Pras berbaring miring di samping Sinar. Memandang wajah cantik sang istri dengan pipi yang mulai membulat. Telunjuk Pras terangkat, menusuk-nusuk pipi Sinar karena gemas sendiri melihatnya.
“Praaas ...” Sinar merengek, tetapi tidak membuka mata. Dari aroma tubuhnya saja, ia sudah tahu jika Praslah yang saat ini tengah mengganggu tidurnya.
“Bangun! Ini masih pagi.”
“Anakmu pengen tidur,” ucap Sinar berbalik memunggungi sang suami. “Jangan diganggu!”
“Anakku, bukan bundanya.” Pras merapatkan tubuhnya memeluk Sinar dari belakang.
“Bundanya juga ngantuuuk.” Sinar merengek, karena bibir Pras tidak bisa diam.

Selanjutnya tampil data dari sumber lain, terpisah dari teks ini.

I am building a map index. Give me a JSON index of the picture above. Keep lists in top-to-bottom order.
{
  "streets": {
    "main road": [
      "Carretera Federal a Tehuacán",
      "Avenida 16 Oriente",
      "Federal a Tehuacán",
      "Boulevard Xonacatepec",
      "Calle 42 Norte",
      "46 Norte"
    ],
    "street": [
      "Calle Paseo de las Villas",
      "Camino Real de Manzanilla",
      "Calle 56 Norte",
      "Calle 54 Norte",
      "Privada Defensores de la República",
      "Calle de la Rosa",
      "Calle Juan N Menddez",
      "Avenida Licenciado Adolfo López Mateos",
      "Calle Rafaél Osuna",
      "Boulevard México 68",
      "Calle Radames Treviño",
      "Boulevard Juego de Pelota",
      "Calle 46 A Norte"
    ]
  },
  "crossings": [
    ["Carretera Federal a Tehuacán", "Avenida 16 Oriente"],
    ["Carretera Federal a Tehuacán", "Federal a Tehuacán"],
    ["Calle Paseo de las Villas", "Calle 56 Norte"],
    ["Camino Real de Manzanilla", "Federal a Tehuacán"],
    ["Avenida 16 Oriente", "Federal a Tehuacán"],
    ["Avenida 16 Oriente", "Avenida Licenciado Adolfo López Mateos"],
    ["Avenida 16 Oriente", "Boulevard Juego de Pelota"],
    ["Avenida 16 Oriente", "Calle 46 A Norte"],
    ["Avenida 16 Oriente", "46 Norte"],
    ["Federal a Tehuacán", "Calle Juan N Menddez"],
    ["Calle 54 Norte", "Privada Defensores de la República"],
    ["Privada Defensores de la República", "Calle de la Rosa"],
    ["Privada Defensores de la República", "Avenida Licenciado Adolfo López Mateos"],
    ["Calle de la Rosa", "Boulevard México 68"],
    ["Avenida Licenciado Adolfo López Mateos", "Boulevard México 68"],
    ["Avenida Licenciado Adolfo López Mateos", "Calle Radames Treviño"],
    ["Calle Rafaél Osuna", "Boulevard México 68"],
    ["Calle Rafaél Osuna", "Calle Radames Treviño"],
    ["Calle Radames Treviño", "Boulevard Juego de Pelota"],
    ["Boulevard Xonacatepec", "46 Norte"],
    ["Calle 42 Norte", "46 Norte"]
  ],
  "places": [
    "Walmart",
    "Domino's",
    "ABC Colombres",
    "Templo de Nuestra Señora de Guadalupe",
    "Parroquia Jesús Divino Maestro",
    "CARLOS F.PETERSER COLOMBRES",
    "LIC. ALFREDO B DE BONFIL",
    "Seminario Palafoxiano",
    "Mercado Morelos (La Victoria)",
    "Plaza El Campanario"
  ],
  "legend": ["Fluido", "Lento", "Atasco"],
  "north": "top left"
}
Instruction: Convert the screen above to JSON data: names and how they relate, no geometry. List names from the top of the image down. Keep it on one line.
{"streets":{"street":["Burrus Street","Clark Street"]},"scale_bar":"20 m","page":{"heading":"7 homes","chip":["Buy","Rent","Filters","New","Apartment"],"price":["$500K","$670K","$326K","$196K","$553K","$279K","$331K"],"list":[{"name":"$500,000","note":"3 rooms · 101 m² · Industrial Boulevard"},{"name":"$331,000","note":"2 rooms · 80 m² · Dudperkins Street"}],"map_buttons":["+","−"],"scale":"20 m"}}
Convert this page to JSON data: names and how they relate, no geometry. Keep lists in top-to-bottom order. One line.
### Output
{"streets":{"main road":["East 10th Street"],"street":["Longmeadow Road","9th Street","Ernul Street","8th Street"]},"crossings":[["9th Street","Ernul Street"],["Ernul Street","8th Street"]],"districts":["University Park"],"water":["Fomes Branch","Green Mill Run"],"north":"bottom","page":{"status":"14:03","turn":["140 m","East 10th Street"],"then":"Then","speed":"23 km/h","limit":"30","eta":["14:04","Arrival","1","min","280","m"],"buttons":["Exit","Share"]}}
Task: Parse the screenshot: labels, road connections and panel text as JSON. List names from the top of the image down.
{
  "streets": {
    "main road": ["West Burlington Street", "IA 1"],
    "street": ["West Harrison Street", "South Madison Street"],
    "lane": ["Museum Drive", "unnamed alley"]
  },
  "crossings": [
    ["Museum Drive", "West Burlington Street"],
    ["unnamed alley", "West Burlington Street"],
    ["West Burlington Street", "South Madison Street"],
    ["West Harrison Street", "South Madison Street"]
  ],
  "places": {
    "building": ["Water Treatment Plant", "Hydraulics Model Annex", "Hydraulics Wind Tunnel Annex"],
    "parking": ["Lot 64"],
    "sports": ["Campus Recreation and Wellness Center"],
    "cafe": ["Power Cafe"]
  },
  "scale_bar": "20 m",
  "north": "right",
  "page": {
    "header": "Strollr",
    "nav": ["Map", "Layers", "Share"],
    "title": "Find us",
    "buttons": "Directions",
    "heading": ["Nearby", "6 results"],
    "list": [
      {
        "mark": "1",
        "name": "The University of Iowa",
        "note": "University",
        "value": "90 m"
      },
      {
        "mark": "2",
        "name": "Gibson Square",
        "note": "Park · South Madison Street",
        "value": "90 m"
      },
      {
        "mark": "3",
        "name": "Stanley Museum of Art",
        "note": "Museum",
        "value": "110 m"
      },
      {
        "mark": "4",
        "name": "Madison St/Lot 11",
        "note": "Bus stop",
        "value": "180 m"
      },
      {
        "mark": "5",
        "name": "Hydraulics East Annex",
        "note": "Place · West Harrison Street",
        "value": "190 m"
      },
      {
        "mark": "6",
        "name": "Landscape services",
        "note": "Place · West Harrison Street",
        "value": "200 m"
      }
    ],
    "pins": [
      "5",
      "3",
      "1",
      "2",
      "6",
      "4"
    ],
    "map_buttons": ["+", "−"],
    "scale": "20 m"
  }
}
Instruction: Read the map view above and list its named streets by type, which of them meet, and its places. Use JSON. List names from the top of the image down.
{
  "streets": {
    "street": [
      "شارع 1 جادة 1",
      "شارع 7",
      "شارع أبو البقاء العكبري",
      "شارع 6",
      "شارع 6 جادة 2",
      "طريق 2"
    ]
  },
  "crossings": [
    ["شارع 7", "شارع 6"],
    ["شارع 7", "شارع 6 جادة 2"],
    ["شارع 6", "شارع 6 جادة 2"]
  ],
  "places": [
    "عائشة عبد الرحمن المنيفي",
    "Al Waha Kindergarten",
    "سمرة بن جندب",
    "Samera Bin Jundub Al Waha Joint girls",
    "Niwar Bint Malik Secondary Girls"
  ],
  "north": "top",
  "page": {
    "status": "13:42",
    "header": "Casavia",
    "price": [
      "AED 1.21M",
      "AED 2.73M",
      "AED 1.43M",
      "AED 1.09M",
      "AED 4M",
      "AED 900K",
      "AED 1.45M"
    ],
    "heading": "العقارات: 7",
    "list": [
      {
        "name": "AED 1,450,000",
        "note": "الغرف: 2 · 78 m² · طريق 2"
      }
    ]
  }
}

Berjalan disepanjang lehernya bagian belakangnya.
“Bintang mau nikah.” Pras tersenyum tipis dan masih mengecup leher Sinar tanpa henti. “Bagaimana kalau kita kasih tiket. Bulan madu.”
Sinar akhirnya membuka mata. Cukup terkejut, tetapi ikut berbahagia karena ia juga mengenal calon istri pria itu. Meski masih ada luka dan nyeri yang tersisa, tetapi Sinar sudah bisa mengikhlaskan semuanya.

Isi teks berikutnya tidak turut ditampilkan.